Try it: From the line that contains "Instruction: Read this" to the last line of the entries, write each line out exactly; include both ends and nothing else.

*** Opening Stored data ***

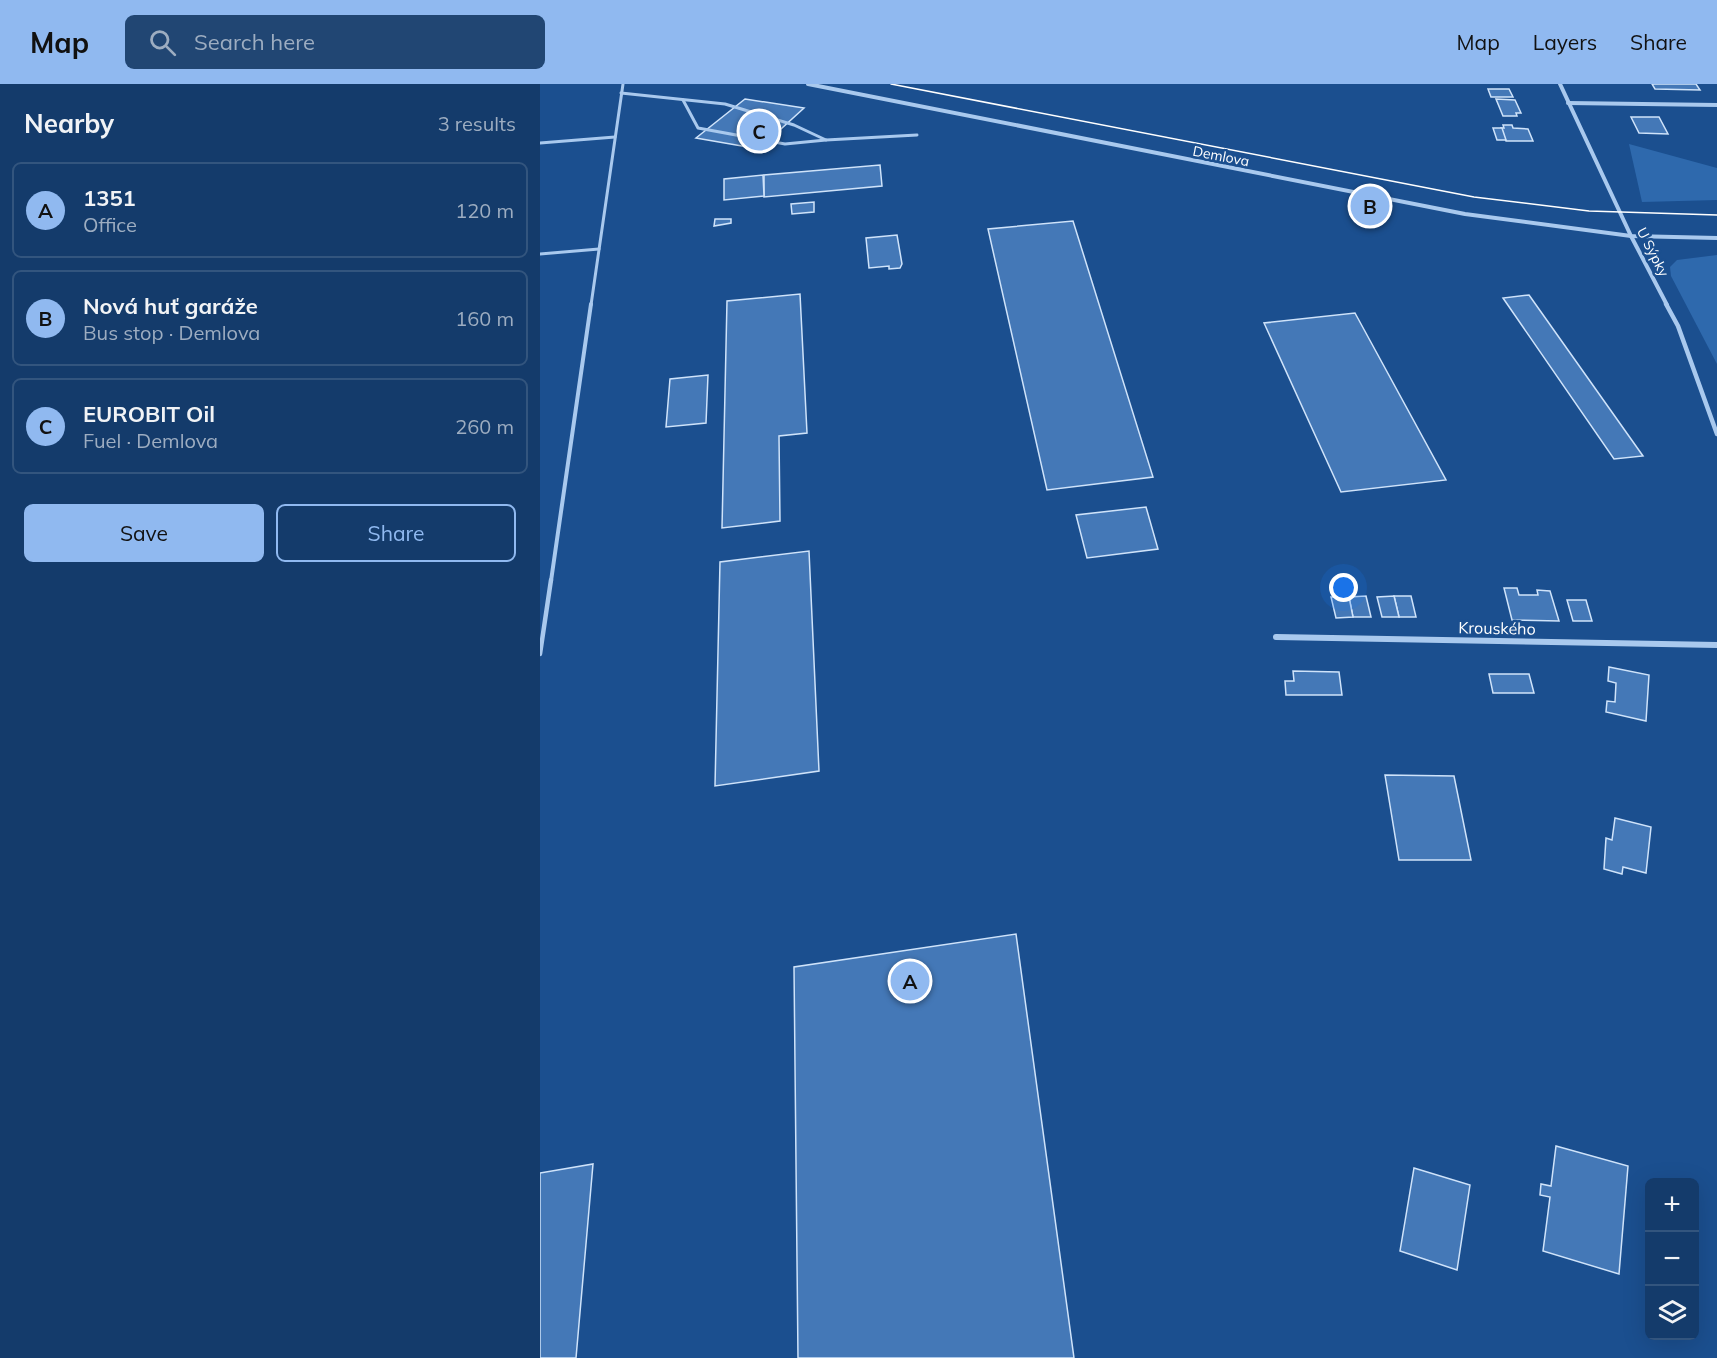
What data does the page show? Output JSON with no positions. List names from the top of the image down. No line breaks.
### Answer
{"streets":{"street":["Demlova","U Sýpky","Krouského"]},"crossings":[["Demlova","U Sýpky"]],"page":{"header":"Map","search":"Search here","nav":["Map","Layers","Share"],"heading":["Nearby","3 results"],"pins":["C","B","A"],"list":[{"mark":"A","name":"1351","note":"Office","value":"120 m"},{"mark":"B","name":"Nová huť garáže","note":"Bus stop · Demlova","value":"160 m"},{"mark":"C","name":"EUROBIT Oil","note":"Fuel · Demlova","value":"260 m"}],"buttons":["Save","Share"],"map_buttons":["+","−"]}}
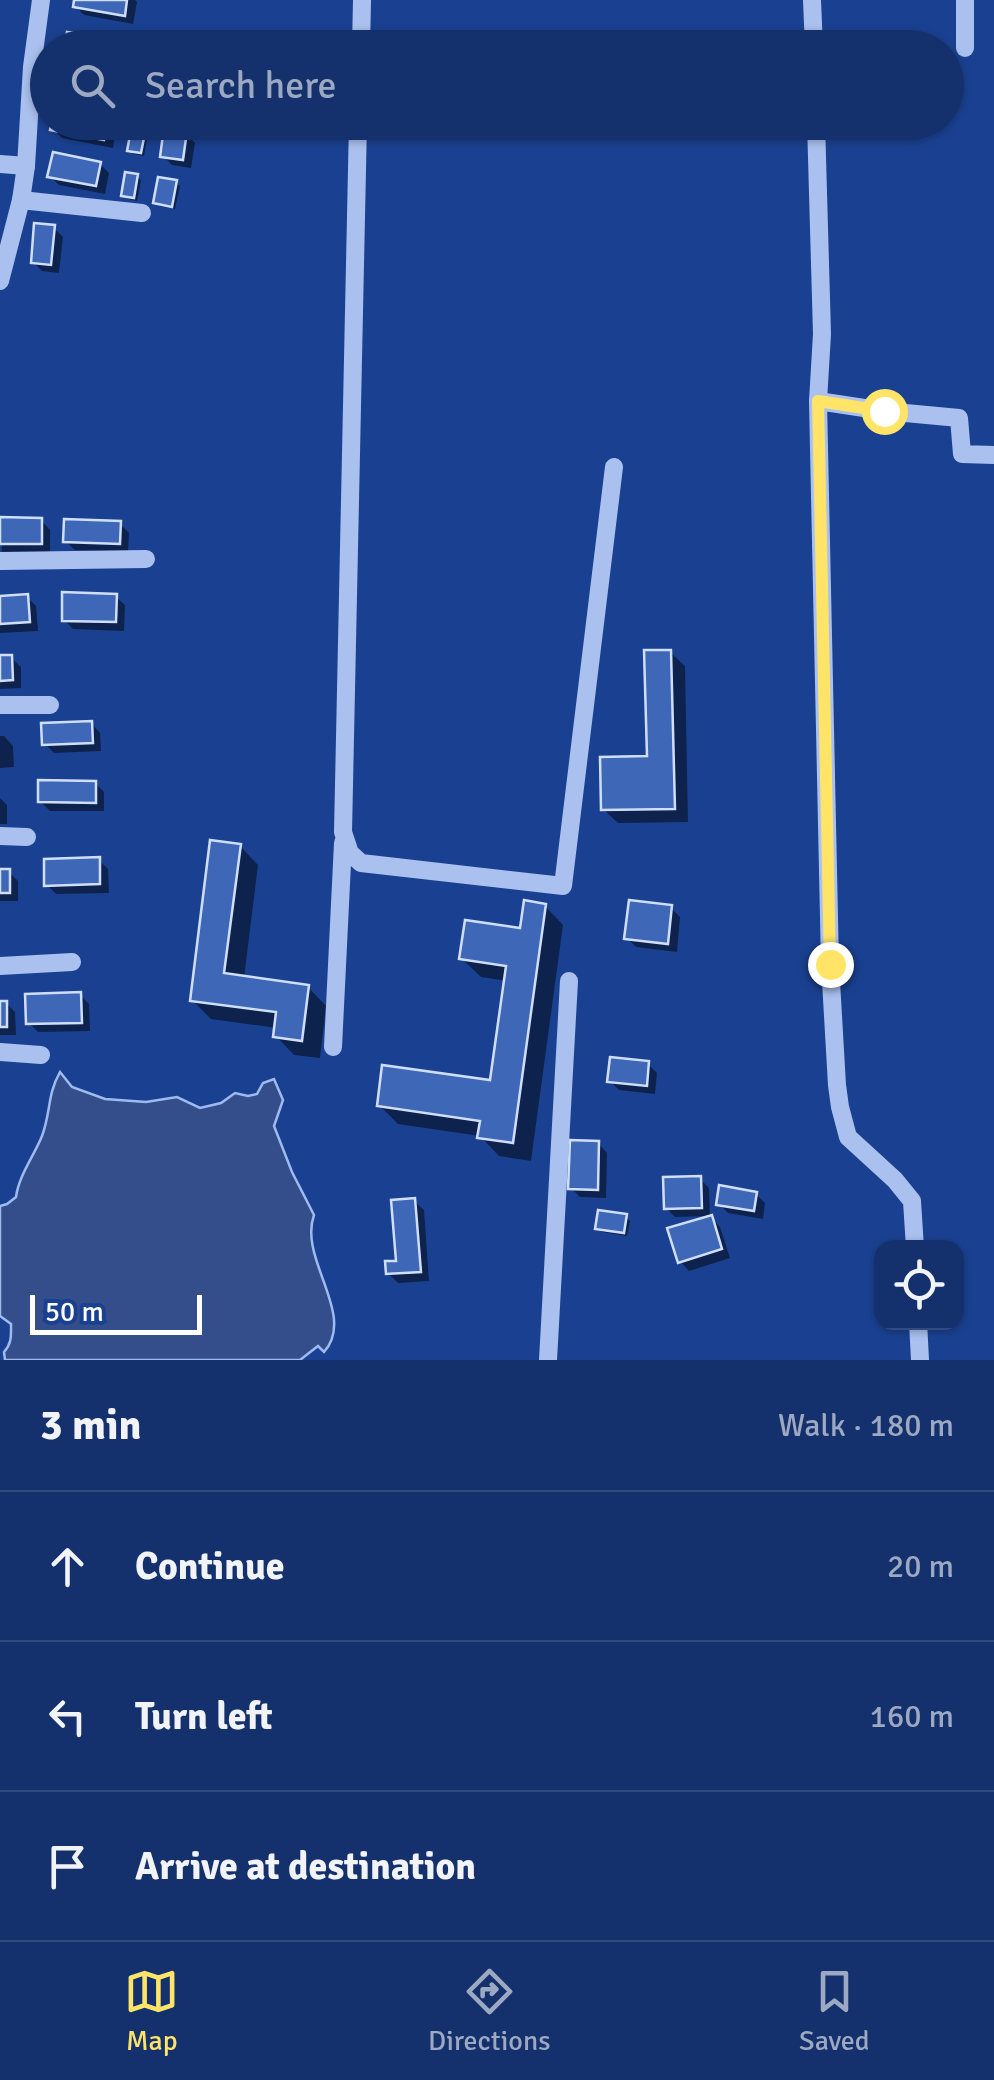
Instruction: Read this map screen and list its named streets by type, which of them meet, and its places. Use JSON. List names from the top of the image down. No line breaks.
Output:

*** Closing Stored data ***

Your solution:
Instruction: Read this map screen and list its named streets by type, which of them meet, and its places. Use JSON. List names from the top of the image down. No line breaks.
Output:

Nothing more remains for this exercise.